Lorsqu’il fait le choix de rédiger un écrit, le psychologue fait preuve de vigilance s’il transmet des informations et des conclusions à un tiers comme l’article 15 le stipule :

Article 15 : « Le psychologue présente ses conclusions de façon claire et adaptée à la personne concernée. Celles-ci répondent avec prudence et discernement à la demande ou à la question posée.

Lorsque ces conclusions sont transmises à un tiers, elles ne comportent les éléments d’ordre psychologique qui les fondent que si nécessaire. L’assentiment de la personne concernée ou son information préalable est requis. »

 

Si l’assentiment ou l’information de l’usager concerné par l’écrit est requis, certaines circonstances conduisent le psychologue à faire le choix de ne pas informer les personnes présentées comme pouvant être auteurs d’actes portant atteinte à l’enfant afin d’éviter tout préjudice supplémentaire à ce dernier.

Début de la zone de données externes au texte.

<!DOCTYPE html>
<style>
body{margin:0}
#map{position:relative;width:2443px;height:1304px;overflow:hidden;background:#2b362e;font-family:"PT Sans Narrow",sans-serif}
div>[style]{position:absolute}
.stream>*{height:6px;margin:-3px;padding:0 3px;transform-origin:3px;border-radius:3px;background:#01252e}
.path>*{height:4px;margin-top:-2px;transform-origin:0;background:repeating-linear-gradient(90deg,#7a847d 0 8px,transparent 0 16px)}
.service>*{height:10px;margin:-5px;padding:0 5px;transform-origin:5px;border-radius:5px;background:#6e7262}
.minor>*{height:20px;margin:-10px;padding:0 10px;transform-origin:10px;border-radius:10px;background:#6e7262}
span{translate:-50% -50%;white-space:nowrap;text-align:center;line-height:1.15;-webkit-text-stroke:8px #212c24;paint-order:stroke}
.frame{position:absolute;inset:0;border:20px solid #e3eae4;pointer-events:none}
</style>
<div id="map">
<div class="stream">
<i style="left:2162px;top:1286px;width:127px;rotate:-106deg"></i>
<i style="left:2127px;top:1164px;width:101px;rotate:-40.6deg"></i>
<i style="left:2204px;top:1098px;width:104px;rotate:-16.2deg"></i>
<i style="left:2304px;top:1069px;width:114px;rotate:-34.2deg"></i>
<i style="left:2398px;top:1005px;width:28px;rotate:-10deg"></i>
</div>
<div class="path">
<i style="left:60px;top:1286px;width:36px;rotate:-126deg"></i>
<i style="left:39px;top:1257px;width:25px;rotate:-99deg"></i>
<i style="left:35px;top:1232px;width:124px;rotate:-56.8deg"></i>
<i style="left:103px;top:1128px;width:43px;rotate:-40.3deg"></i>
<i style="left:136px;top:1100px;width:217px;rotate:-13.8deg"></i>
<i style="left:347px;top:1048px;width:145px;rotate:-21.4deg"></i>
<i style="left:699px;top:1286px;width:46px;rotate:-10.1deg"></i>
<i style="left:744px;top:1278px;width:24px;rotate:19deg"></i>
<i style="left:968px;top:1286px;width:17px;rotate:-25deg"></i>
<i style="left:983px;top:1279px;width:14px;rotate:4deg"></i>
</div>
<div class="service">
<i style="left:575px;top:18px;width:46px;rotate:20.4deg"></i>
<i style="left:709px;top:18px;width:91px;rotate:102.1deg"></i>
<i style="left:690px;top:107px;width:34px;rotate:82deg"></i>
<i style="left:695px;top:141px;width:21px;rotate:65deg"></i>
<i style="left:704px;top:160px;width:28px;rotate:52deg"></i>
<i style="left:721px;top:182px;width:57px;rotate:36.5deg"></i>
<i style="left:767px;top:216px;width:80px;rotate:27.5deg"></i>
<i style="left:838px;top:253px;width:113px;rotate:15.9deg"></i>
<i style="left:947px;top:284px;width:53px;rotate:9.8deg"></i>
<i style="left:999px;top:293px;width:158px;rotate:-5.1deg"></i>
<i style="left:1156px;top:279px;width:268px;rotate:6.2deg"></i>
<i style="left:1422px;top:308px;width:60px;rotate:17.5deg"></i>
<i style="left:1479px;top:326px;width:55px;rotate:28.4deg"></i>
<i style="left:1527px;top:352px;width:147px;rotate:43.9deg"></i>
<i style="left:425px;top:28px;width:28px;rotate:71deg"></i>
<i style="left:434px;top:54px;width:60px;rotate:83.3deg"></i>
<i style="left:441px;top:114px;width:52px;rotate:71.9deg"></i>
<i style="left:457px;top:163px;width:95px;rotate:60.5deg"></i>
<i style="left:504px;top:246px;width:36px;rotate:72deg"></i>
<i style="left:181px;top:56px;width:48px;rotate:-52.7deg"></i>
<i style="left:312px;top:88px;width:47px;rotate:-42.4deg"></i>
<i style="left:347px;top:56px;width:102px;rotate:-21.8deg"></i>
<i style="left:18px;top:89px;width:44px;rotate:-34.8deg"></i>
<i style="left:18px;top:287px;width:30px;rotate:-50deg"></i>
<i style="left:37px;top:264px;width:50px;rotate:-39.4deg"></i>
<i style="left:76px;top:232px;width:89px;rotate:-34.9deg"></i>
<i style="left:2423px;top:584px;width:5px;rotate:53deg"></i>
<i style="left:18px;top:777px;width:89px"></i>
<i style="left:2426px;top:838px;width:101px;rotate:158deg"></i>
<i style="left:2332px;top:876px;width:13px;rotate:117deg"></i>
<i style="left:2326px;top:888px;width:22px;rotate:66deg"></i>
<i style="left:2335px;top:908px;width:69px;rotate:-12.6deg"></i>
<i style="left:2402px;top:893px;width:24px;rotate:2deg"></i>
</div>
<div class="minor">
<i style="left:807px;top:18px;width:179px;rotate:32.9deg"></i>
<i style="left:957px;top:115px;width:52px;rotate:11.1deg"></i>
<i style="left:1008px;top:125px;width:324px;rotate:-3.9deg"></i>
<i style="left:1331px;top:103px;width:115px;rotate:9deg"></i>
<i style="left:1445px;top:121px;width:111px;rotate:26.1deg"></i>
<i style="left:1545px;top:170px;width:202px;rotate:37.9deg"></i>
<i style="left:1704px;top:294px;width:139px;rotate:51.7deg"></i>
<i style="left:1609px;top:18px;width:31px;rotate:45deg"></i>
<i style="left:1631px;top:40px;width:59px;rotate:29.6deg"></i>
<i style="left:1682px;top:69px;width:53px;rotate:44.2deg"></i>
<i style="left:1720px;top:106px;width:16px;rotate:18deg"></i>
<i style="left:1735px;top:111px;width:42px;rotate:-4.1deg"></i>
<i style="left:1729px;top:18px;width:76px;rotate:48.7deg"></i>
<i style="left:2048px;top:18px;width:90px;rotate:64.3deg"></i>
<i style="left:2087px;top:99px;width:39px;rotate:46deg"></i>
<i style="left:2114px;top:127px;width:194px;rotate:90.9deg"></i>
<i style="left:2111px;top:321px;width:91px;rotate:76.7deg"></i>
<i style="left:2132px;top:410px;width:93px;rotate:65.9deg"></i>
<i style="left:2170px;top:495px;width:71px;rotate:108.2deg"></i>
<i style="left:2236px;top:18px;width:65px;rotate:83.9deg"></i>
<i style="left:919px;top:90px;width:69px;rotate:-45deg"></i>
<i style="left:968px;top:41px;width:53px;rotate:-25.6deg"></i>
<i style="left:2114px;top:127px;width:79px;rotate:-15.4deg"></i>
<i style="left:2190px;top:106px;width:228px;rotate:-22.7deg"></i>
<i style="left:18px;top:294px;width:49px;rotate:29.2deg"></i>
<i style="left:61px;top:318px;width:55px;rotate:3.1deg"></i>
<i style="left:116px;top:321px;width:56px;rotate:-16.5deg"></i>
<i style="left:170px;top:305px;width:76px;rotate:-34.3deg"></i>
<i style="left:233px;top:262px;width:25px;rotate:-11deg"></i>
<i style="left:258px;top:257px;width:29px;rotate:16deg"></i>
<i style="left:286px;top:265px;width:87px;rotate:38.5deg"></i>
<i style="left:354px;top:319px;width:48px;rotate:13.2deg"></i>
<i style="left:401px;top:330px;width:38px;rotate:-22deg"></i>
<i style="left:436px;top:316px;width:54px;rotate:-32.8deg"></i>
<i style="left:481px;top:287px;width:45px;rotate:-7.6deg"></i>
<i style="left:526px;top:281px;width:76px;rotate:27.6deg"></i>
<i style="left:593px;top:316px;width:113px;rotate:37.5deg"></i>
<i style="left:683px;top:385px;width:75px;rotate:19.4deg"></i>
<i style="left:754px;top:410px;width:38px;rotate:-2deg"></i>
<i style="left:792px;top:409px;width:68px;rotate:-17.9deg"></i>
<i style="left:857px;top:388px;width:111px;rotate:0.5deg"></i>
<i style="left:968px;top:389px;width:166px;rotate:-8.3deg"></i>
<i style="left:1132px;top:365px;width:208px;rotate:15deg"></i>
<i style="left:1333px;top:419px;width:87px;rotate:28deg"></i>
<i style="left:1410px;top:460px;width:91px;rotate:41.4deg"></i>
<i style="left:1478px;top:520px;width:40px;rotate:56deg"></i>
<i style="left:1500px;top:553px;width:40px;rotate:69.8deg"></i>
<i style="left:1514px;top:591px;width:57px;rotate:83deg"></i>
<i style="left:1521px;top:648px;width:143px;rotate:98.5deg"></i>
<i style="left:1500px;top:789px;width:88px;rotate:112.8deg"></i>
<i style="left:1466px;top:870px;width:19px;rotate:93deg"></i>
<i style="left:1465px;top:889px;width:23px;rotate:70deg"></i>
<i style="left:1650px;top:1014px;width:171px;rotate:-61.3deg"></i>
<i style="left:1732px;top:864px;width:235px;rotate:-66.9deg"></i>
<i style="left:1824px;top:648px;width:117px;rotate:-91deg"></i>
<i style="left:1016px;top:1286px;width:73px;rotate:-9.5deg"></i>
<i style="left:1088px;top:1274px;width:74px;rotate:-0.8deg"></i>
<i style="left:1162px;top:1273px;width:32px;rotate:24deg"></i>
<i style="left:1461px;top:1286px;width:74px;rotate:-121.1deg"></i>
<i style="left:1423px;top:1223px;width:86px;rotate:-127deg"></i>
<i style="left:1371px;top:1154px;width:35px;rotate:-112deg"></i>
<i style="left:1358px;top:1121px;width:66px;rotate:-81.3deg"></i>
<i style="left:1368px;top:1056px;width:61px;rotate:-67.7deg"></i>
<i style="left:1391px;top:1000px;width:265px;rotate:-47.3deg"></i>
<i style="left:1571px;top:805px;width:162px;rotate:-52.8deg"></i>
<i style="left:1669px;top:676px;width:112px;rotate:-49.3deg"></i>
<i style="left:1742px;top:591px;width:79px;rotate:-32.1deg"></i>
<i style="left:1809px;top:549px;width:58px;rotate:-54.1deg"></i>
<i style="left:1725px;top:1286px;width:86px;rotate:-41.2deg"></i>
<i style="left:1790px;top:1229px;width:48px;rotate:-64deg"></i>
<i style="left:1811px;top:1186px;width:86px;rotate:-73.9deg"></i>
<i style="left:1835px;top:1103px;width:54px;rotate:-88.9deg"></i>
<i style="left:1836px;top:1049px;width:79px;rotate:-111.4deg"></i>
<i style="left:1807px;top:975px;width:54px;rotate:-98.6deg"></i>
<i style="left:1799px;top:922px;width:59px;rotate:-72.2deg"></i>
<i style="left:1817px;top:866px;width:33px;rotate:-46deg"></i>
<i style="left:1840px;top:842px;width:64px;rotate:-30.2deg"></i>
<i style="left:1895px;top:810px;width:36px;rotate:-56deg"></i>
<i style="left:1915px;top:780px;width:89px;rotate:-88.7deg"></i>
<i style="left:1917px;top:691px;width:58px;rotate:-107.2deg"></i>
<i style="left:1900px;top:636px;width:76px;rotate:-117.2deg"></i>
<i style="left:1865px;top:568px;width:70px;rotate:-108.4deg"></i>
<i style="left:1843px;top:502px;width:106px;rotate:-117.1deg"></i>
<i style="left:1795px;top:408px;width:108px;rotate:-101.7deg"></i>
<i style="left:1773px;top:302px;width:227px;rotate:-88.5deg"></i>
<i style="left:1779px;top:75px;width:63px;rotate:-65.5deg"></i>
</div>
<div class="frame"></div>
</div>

La Commission rappelle enfin que si les magistrats peuvent fonder leurs jugements sur les appréciations fournies par différents spécialistes, ils restent toutefois responsables des décisions prises au sein d’un Tribunal Judiciaire.

 

Pour la CNCDP

Le Président

Antony CHAUFTON

 

La CNCDP a été installée le 21 juin 1997 par les organisations professionnelles et syndicales de psychologues. Ses membres, parrainés par les associations de psychologues, siègent à titre individuel, ils travaillent bénévolement en toute indépendance et sont soumis à un devoir de réserve. La CNCDP siège à huis clos et respecte des règles strictes de confidentialité. Les avis rendus anonymes sont publiés sur les sites des organisations professionnelles avec l’accord du demandeur.

Toute utilisation des avis de la CNCDP par les demandeurs se fait sous leur entière responsabilité.